As Senate Majority Leader Chuck Schumer said when announcing a partnership between Capital Region-based GlobalFoundaries and Central New York’s Lockheed Martin, “Now more than ever, we need to secure our supply chains, and make sure the chips that our military relies on are built in places like the Capital Region, not overseas.”
These critical technologies should be stamped Made in New York, not Made in China. The Empire State is going all in on investments, too. Gov. Kathy Hochul’s latest announcements regarding the $500 million Green CHIPS Community Investment Fund and her Empire AI initiative signal a strong commitment to bringing emerging industries to New York.
These grants, as well as Micron’s $100 billion investment, promise to create tens of thousands of jobs and reinforce our domestic supply chains. Combined, these ingredients have the potential to reinvigorate upstate economies, transforming the region into the “innovation belt” it once was. But the potential our elected leaders are banking on can only be fully realized if they avoid enacting anti-innovation policies that could undermine these investments and if they address the costly regulatory and liability environment that often drives employers to more business-friendly jurisdictions.
To put it bluntly: Albany and Washington need to ensure that the businesses they attract aren’t later chased away by excessive regulations and anti-growth, anti-tech populist politicians.
New York must be friendlier to business, innovation
Indeed, attracting businesses with federal and state funds is only part of the equation. To truly succeed, New York must also ensure that these businesses are not smothered by bureaucratic red tape and restrictive regulations once the initial investment period ends. Current state policies often pose significant hurdles, driving potential economic growth to states with more attractive legal climates. It is crucial that alongside these financial incentives, we implement regulatory reforms that simplify legal processes, reduce unnecessary burdens, and foster an environment conducive to long-term business success and innovation.
While European regulations offer strict oversight of business operations and market conditions, they scare off investors and lead to less innovation. The United States is home to the most innovative and valuable companies on earth, the same cannot be said of our friends in the European Union. New York should learn from this example and strive to create a legal framework that acts as a catalyst for innovation and entrepreneurship, rather than a barrier.
Specific areas for reform include streamlining processes for environmental review and launching a new business, reducing civil liability that disproportionately impacts building new facilities, and avoiding overly restrictive mergers and acquisitions regulations that could prevent startups and tech firms from scaling effectively. Such reforms would not only support the growth of the semiconductor industry but also enhance New York’s broader tech ecosystem, which is vital for nurturing technologies like AI, 5G, and IoT.

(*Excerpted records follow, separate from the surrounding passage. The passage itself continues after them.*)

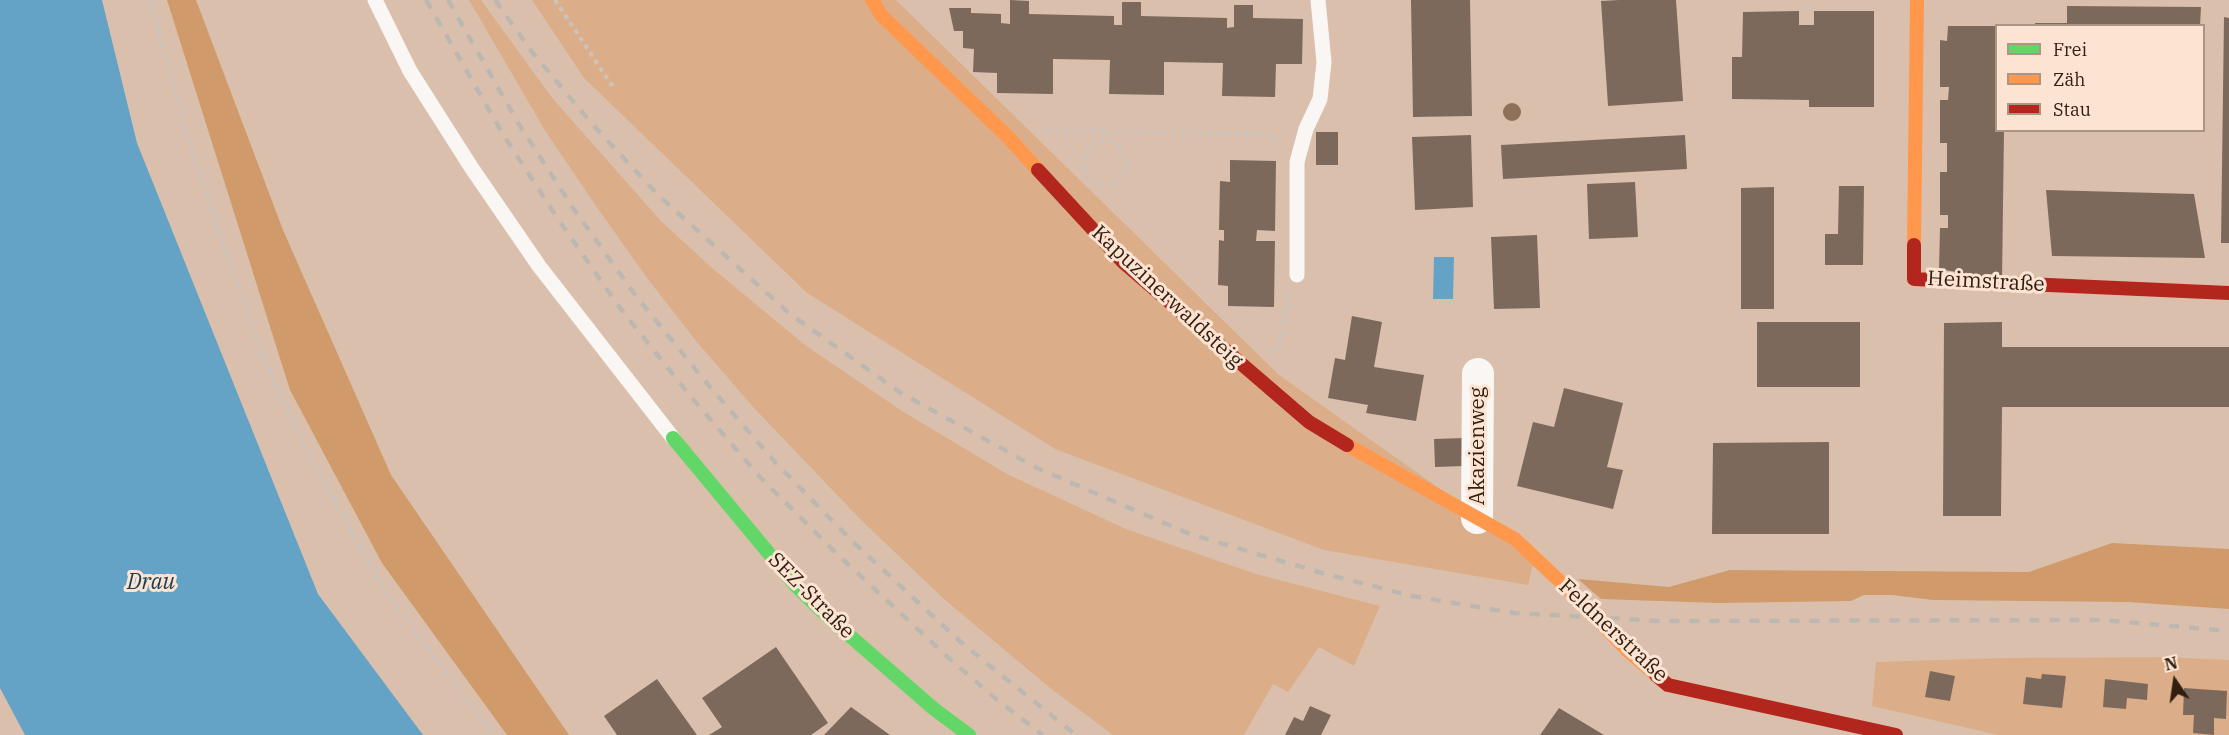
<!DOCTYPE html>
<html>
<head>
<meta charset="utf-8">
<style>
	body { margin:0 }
	#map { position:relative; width:2229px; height:735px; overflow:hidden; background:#dac0ac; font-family:"IBM Plex Serif",serif }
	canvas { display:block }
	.legend { position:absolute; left:1995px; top:24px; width:210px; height:108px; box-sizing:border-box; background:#fde4d2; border:2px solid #ab9584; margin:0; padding:8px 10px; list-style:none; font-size:18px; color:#301e10 }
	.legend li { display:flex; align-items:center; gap:12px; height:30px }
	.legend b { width:30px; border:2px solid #ab9584 }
	.north { position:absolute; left:2145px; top:651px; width:60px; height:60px; -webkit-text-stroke:4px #fde4d2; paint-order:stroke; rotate:347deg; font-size:16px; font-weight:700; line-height:24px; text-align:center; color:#301e10 }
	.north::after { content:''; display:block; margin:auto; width:21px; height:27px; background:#301e10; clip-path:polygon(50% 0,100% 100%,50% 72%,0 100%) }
</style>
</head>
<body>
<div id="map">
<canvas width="2229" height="735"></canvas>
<ul class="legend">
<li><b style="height:8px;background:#63d668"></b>Frei</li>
<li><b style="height:8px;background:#ff974d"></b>Zäh</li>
<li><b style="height:8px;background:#b3261e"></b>Stau</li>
</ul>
<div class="north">N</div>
</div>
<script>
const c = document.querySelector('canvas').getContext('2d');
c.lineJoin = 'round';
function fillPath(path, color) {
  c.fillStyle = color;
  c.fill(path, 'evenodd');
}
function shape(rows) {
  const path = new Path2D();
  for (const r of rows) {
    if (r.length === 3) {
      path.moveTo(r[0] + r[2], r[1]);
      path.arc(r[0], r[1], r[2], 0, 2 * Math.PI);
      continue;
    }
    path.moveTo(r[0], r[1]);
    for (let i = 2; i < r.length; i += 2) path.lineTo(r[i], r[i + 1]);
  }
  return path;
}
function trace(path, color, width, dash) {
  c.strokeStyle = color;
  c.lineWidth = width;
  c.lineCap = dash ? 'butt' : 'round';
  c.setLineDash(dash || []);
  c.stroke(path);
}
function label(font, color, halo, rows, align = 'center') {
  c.font = font + ' "IBM Plex Serif",serif';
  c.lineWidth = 6;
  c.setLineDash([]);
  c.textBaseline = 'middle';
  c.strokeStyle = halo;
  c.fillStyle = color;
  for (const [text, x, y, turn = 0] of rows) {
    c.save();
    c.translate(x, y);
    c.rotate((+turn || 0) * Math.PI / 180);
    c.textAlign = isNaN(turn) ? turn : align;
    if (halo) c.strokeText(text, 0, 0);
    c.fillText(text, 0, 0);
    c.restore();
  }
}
fillPath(shape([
	[469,0,481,0,553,99,661,221,712,268,805,345,902,411,1007,474,1126,529,1256,574,1380,606,1354,666,1319,647,1288,692,1273,684,1244,735,1113,735,1050,688,945,600,861,520,754,408,696,341,647,278,596,206,544,129],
	[532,0,896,0,1279,375,1535,556,1528,585,1324,550,1055,449,807,293,584,78],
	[2166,657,2229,660,2229,735,1998,735,1872,706,1876,662,2002,658]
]), '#dbae89');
fillPath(shape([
	[167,0,196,0,283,230,391,475,569,735,507,735,382,563,290,390],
	[2112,543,2229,549,2229,609,2128,602,1933,600,1892,595,1864,595,1851,601,1718,603,1601,599,1578,579,1669,587,1730,570,2029,572]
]), '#d09a6a');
fillPath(shape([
	[0,0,102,0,137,143,318,594,423,735,25,735,0,688],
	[1434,257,1454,257,1453,299,1433,299]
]), '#64a2c6');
fillPath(shape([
	[1010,0,1029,1,1029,14,1114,16,1114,25,1122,25,1122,2,1141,2,1141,16,1227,18,1227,28,1234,27,1234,5,1253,5,1253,18,1303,19,1302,64,1276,64,1275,97,1222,96,1223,63,1164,62,1164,95,1109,94,1110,60,1053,59,1053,94,997,93,997,73,973,72,974,49,963,48,963,31,954,31,949,8,971,8,971,13,1001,14,1001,23,1010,24],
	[1411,0,1470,0,1472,116,1413,117],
	[1619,0,1676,0,1683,101,1608,106,1601,1],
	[2067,6,2201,7,2200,26,2035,26,2035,23,2067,23],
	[1799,11,1799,25,1814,25,1814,11,1874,11,1874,107,1809,107,1809,100,1732,99,1732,57,1742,57,1743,12],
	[2224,17,2229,18,2229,243,2221,243],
	[1948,26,1996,26,1996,130,2004,130,2002,280,1939,269,1940,228,1948,228,1948,215,1940,215,1940,172,1947,172,1947,143,1940,143,1940,100,1948,100,1949,87,1940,87,1940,40,1947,41],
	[1316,132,1338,132,1338,165,1316,165],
	[1471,135,1473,207,1415,210,1412,137],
	[1685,135,1687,169,1503,179,1501,145],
	[1230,160,1276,161,1275,231,1257,230,1256,241,1275,241,1274,307,1228,306,1228,286,1218,285,1219,240,1224,241,1224,230,1219,230,1220,181,1230,182],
	[1635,182,1638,237,1589,239,1587,184],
	[1839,186,1864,186,1863,265,1825,265,1825,234,1838,234],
	[1774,187,1774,309,1741,309,1741,188],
	[2046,190,2194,194,2205,258,2052,256],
	[1537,235,1540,308,1494,309,1491,237],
	[1352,316,1382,322,1374,367,1424,375,1416,421,1366,413,1368,405,1328,398,1335,358,1345,360],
	[1757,322,1860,322,1860,387,1757,387],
	[2002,322,2002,347,2229,347,2229,407,2002,407,2001,516,1943,516,1944,323],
	[1564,388,1623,403,1607,467,1623,470,1613,509,1517,486,1533,422,1554,427],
	[1464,438,1465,466,1435,467,1434,439],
	[1829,442,1829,534,1712,534,1713,443],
	[776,647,828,723,811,735,709,735,722,727,702,698],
	[1930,671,1955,676,1950,701,1925,697],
	[2042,674,2066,676,2062,708,2023,704,2026,677,2041,679],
	[657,679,697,735,617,735,604,716],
	[2105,679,2148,684,2147,700,2127,698,2126,709,2103,707],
	[2184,688,2227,691,2226,719,2214,718,2214,735,2193,733,2194,715,2183,715],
	[1310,706,1331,715,1321,735,1285,735,1294,717,1303,721],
	[851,707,890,735,824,735],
	[1559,708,1604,735,1540,735]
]), '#7d685c');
trace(shape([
	[150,0,189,142,230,261,262,354,304,445,386,593,494,735],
	[555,0,613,87],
	[1046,131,1261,133,1280,141],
	[1105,163,22],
	[1276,351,1281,338,1289,295]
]), '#cbc3bc', 4, [4.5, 4.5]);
trace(shape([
	[375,0,410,71,471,167,539,266,673,438],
	[1297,275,1297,162,1306,129,1320,99,1324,62,1318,0]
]), '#f9f6f3', 15);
trace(shape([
	[1477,518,1478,374]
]), '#f9f6f3', 32);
trace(shape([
	[673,438,796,586,827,616,934,709,969,735]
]), '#63d668', 14);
trace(shape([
	[872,0,881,15,1006,135,1038,170],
	[1914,245,1917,0],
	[1347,445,1515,539,1569,590,1627,650,1656,675]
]), '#ff974d', 14);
trace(shape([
	[1038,170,1123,262,1309,422,1347,445],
	[1914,245,1914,279,2229,293],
	[1656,675,1668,685,1896,735]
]), '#b3261e', 14);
trace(shape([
	[426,0,504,136,558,219,620,308,687,392,759,476,837,554,951,660,996,699,1043,735],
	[448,0,520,126,573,208,636,296,705,381,775,462,852,541,964,645,1076,735],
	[495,0,532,52,593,125,657,194,790,314,901,393,1037,468,1190,534,1322,573,1412,596,1514,613,1660,621,2102,620,2229,631]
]), '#bdb7b1', 4.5, [10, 10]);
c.fillStyle = '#8d7057';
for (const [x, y] of [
	[1512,112]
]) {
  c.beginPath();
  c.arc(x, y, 9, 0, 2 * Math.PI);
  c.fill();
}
label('21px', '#301e10', '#fde4d2', [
	["Heimstraße",1986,282,3],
	["Kapuzinerwaldsteig",1167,297,43],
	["Akazienweg",1478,446,-90],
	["SEZ-Straße",811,596,45],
	["Feldnerstraße",1613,631,43]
]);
label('italic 22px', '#173f58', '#fde4d2', [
	["Drau",151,583]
]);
</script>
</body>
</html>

The consequences of failing to reform our regulatory environment extend beyond missed economic opportunities. They include the continued exodus of residents and businesses from New York. These trends can only be reversed if we create a more inviting business climate through thoughtful lawmaking and fixing the laws that make New York one of the most expensive places in the world to build and run a business.
While targeted investments in advanced manufacturing and innovation are a promising step forward, their success depends heavily on the government’s willingness to avoid adopting new onerous laws and to roll back existing regulatory obstacles. By doing so, we can ensure that these investments yield sustainable benefits and help secure New York’s position as global technology leader. Let’s ensure upstate’s transformation into an innovation hub is both successful and enduring.
Justin Wilcox is executive director of Upstate United, a nonpartisan business and taxpayer advocacy coalition focused on growing the upstate economy.